Mariam Noor, a Danish-Somalian PhD student of engineering at Aarhus University has invented a device that will be able to cure leaking human heart valves, a condition also known as aortic regurgitation or aortic insufficiency.
Marian is pursuing her PhD at the Department of Electrical and Computer Engineering at Aarhus University and the Department of Cardiothoracic and Vascular Surgery at Aarhus University Hospital. Over the past three years, she has been working on an elastic ring which is able to prevent blood from returning to the heart in a retrograde fashion. So far, animal testing has provided extremely positive results and has moved the invention closer to being released for use in the medical field.

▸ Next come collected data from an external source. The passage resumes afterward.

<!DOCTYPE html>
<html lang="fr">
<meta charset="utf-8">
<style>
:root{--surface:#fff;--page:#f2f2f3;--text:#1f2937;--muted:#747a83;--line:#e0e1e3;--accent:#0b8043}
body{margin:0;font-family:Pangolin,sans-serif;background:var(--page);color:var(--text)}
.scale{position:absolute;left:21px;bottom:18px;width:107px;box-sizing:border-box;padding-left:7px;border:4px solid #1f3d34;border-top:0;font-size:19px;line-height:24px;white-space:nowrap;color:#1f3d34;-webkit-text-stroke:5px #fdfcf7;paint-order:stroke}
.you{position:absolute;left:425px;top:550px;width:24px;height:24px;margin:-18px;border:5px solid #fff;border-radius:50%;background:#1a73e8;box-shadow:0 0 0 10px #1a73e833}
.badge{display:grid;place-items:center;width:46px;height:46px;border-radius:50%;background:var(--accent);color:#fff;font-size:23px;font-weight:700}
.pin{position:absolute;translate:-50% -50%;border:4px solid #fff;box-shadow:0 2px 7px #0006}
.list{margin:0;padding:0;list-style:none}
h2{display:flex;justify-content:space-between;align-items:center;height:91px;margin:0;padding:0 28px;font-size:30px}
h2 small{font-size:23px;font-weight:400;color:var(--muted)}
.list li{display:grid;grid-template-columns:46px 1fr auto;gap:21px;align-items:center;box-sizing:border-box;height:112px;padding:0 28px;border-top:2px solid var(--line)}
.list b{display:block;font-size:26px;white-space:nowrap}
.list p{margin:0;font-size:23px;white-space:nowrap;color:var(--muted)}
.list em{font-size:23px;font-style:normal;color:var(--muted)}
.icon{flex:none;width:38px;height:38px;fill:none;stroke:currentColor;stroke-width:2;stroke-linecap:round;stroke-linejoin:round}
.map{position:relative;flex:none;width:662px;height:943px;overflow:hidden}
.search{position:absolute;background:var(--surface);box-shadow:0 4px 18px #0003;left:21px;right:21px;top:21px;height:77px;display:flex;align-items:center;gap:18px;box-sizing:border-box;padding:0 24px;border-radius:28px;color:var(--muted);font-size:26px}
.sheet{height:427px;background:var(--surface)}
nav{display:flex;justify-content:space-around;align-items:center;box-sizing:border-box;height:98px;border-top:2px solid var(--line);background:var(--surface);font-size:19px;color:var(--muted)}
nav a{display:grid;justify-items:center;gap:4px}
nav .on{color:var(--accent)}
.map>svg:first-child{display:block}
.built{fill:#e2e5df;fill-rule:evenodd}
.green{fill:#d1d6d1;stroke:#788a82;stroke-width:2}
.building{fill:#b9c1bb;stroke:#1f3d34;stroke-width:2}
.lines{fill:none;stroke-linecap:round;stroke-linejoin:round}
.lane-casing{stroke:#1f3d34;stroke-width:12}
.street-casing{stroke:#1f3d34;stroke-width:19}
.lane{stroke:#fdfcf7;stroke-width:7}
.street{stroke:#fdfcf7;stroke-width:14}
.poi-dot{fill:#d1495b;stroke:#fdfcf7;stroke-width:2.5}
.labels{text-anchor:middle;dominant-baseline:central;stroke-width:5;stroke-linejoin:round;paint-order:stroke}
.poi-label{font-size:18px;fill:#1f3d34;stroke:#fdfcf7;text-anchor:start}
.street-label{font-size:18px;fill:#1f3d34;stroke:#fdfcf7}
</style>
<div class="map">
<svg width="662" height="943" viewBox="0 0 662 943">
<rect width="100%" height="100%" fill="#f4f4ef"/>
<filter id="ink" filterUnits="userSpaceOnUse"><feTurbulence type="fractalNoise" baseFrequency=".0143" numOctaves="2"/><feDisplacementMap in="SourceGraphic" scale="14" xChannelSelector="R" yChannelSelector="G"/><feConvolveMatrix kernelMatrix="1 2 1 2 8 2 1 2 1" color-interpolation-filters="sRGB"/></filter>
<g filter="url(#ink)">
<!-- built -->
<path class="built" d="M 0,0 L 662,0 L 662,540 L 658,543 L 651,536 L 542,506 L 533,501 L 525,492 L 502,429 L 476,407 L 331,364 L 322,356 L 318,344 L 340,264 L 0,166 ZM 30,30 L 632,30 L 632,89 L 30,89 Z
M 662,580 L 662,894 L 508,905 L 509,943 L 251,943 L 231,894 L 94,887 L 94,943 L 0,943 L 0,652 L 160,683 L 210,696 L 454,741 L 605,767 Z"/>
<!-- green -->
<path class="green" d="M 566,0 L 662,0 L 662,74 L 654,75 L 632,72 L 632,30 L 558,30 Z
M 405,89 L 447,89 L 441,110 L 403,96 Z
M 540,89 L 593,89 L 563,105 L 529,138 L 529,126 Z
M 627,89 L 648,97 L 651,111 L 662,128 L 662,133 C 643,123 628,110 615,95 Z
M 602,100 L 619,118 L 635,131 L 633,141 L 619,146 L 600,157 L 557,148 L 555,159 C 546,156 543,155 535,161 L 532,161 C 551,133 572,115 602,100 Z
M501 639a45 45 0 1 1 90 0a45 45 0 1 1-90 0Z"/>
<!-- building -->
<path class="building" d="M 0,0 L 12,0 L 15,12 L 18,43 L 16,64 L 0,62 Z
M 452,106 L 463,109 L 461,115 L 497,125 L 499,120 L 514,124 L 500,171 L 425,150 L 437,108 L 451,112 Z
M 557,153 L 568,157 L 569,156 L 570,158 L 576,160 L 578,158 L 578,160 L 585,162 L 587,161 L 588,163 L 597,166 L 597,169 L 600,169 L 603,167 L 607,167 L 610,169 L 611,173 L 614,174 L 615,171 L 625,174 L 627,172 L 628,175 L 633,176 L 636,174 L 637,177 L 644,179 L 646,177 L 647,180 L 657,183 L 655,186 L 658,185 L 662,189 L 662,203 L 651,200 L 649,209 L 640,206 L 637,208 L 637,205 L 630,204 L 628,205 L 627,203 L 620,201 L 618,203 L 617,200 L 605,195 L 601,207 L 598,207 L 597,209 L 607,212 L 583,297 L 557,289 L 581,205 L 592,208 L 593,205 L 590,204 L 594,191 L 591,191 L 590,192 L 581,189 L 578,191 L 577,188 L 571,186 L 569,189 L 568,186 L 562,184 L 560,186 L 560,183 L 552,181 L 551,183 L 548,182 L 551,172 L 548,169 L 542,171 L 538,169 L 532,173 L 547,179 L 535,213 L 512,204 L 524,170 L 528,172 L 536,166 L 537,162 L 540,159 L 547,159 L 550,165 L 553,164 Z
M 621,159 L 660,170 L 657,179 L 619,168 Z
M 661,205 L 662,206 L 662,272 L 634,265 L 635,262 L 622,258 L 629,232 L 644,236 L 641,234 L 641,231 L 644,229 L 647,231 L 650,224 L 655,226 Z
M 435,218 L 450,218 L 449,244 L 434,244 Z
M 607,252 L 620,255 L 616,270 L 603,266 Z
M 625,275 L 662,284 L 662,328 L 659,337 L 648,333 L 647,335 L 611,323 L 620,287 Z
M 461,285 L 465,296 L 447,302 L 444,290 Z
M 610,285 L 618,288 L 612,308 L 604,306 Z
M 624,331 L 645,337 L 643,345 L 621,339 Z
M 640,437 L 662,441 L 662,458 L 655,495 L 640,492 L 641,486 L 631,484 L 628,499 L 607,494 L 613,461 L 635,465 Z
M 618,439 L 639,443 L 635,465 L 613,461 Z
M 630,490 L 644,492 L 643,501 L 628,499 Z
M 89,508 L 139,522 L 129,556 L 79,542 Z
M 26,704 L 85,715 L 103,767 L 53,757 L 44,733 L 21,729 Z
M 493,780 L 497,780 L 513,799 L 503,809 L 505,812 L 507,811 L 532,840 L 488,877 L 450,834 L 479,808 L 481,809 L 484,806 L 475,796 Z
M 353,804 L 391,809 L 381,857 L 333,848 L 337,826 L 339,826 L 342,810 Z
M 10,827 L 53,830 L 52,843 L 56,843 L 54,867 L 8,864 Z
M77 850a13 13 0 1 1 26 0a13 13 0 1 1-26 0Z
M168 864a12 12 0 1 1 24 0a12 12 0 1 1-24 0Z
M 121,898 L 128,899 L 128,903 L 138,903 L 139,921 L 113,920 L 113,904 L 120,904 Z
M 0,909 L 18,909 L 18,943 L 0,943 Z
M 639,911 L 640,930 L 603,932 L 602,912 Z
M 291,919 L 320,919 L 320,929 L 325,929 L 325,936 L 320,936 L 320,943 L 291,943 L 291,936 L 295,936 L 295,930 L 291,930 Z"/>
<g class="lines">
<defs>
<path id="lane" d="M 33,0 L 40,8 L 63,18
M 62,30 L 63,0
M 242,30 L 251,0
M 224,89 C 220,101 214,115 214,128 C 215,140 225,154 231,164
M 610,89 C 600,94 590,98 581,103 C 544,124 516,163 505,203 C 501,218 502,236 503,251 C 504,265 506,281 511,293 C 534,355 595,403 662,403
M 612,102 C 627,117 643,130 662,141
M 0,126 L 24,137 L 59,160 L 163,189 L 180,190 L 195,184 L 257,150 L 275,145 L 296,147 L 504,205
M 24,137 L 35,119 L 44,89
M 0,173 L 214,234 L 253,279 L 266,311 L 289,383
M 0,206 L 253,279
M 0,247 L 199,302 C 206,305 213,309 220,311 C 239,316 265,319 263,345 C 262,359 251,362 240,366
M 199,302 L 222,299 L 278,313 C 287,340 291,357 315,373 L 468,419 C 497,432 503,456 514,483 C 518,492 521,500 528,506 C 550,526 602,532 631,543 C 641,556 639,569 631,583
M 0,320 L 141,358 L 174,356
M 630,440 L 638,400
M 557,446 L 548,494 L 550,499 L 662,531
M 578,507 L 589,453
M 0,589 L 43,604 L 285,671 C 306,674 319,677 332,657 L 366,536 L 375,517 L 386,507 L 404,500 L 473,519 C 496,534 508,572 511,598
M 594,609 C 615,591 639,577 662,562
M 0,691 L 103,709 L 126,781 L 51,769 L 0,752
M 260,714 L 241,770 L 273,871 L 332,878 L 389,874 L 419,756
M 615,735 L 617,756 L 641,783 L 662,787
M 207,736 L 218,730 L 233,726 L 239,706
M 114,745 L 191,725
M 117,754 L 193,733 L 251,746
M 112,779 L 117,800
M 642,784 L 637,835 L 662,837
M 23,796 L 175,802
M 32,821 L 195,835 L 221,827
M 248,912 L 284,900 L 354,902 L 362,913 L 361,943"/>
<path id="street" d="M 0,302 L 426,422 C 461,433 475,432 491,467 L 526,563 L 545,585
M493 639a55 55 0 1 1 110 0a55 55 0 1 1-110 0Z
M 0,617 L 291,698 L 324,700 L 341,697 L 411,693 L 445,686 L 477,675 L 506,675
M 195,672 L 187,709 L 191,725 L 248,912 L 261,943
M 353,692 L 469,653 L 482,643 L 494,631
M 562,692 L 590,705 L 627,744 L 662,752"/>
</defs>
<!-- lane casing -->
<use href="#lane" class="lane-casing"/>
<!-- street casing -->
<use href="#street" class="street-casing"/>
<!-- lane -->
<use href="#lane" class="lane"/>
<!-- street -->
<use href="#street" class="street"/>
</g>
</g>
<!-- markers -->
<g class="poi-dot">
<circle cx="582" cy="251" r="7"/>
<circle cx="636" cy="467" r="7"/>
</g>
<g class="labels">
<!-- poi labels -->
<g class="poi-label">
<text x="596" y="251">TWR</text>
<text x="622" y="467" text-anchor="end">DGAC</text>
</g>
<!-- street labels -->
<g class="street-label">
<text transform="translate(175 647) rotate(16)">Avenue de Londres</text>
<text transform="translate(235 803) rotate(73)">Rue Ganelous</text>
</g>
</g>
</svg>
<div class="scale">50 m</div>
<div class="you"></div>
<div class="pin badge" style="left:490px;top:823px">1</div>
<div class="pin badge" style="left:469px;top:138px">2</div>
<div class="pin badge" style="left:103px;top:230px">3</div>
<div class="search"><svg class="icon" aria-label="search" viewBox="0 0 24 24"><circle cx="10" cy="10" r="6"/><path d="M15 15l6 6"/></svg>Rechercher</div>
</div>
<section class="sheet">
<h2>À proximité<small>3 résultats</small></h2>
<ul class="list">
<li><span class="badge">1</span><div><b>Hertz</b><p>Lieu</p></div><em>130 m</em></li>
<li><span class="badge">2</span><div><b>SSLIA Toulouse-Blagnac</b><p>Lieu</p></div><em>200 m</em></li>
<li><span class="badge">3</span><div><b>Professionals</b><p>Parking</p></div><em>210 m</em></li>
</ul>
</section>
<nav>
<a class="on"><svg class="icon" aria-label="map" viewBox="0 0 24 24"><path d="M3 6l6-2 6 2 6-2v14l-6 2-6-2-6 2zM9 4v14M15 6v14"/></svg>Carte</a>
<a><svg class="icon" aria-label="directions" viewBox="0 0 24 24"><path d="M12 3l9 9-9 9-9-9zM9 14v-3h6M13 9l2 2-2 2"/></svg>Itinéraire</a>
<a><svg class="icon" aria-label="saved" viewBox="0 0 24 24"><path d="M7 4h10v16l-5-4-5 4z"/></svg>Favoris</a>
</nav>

Aortic insufficiency or aortic regurgitation is a heart condition that allows blood to flow backwards due to the aortic valve being unable to close. Some patients are born with the condition and others develop the disease during their lifetime. To remedy this problem, doctors would implant a prosthetic heart valve in a complicated procedure. But with this invention, the process will become less invasive and more flexible.
According to sources, Noor’s device is composed of an elastic material that has the ability to mould itself to tissue. For a number of years, cardiologists have often used rigid rings in order to stabilise the function of underperforming heart valves. However, the inflexible structure of such devices invariably limits their utility. As a result, Noor’s new device is said to be a game-changer in the world of heart valve treatment.